HB: La verità non è qualcosa che si può dividere facilmente in segmenti o ruoli, è più simile a un circuito di informazioni attraverso le quali l’artista vede degli eventi nel mondo, il modo in cui avvengono e sono di conseguenza ignorati e dimenticati. Per me, quel circuito ha a che fare con la domanda rispetto al purgatorio, diventa un circuito scultoreo che contiene tutti quegli stati e in quel circuito penso di operare come un medium. Detto questo, preferisco pensare a me stessa come a un soggetto neutrale che opera all’interno di determinate aree di interesse: arte, politica, cinema e via dicendo, sebbene sia impossibile mantenere completa neutralità, quindi il circuito è in qualche modo corrotto da elementi personali, il che tuttavia può essere positivo se mantenuto a un livello minimo.
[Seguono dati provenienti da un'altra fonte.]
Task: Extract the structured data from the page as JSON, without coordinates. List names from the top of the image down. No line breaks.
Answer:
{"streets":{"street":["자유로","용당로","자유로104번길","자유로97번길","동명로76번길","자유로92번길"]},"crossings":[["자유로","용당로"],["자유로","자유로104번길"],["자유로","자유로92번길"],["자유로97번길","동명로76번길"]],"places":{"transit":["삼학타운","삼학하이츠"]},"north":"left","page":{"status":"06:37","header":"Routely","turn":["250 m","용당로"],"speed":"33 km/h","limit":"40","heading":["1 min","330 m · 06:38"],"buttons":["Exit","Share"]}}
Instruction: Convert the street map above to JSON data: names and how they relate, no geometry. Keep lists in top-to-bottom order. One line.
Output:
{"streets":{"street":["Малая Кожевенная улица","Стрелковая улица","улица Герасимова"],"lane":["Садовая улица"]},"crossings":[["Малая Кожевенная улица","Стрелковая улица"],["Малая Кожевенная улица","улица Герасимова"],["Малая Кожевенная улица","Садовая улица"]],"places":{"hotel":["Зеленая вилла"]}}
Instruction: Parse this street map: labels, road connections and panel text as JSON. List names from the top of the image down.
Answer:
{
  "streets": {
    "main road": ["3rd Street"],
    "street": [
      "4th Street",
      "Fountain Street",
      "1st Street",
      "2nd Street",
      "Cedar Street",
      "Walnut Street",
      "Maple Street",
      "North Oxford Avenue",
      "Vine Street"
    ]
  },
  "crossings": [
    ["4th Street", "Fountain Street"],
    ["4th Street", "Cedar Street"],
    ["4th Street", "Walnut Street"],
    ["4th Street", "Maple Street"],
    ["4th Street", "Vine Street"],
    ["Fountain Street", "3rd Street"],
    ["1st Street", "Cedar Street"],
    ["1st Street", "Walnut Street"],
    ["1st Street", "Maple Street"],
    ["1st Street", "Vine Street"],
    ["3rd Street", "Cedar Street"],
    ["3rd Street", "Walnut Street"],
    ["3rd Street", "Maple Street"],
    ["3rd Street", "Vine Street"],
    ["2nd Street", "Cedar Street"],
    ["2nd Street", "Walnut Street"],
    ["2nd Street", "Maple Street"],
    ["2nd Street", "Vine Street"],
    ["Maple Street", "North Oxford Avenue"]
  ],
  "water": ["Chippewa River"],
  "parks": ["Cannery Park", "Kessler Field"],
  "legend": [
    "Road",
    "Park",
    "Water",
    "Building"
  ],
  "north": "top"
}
Non penso di essere così interessante e come ha detto Duchamp: “Vorrei essere completamente — non so come dire — inesistente”.
MDJ: Sia lode a Duchamp! Però in questo mondo di opere d’arte finemente prodotte, si potrebbe pensare che l’arte contemporanea abbia raggiunto del tutto questo stadio semplicemente mettendo all’opera persone che sanno usare le loro mani meglio dell’autore stesso. Le sculture che fai sono ben diverse da questo. Nel tentativo di non esistere, pensi che l’atto creativo sia simile al suicidio?
HB: Nell’esperire il lavoro di Duchamp ho sempre sentito la sua mano, anche nei ready made: puoi immaginarlo andare nel negozio, scegliere ed esaminare gli oggetti; il suo lavoro è molto diverso da quelli depersonalizzati e fabbricati in Cina che sembrano essere dappertutto oggigiorno. Quando lavoro sono interessata al suicidio dell’io: eliminare la nazionalità, il genere e via dicendo. Non voglio che l’opera sia legata a una specifica identità o ideologia. Quando non sei nulla diventi tutto.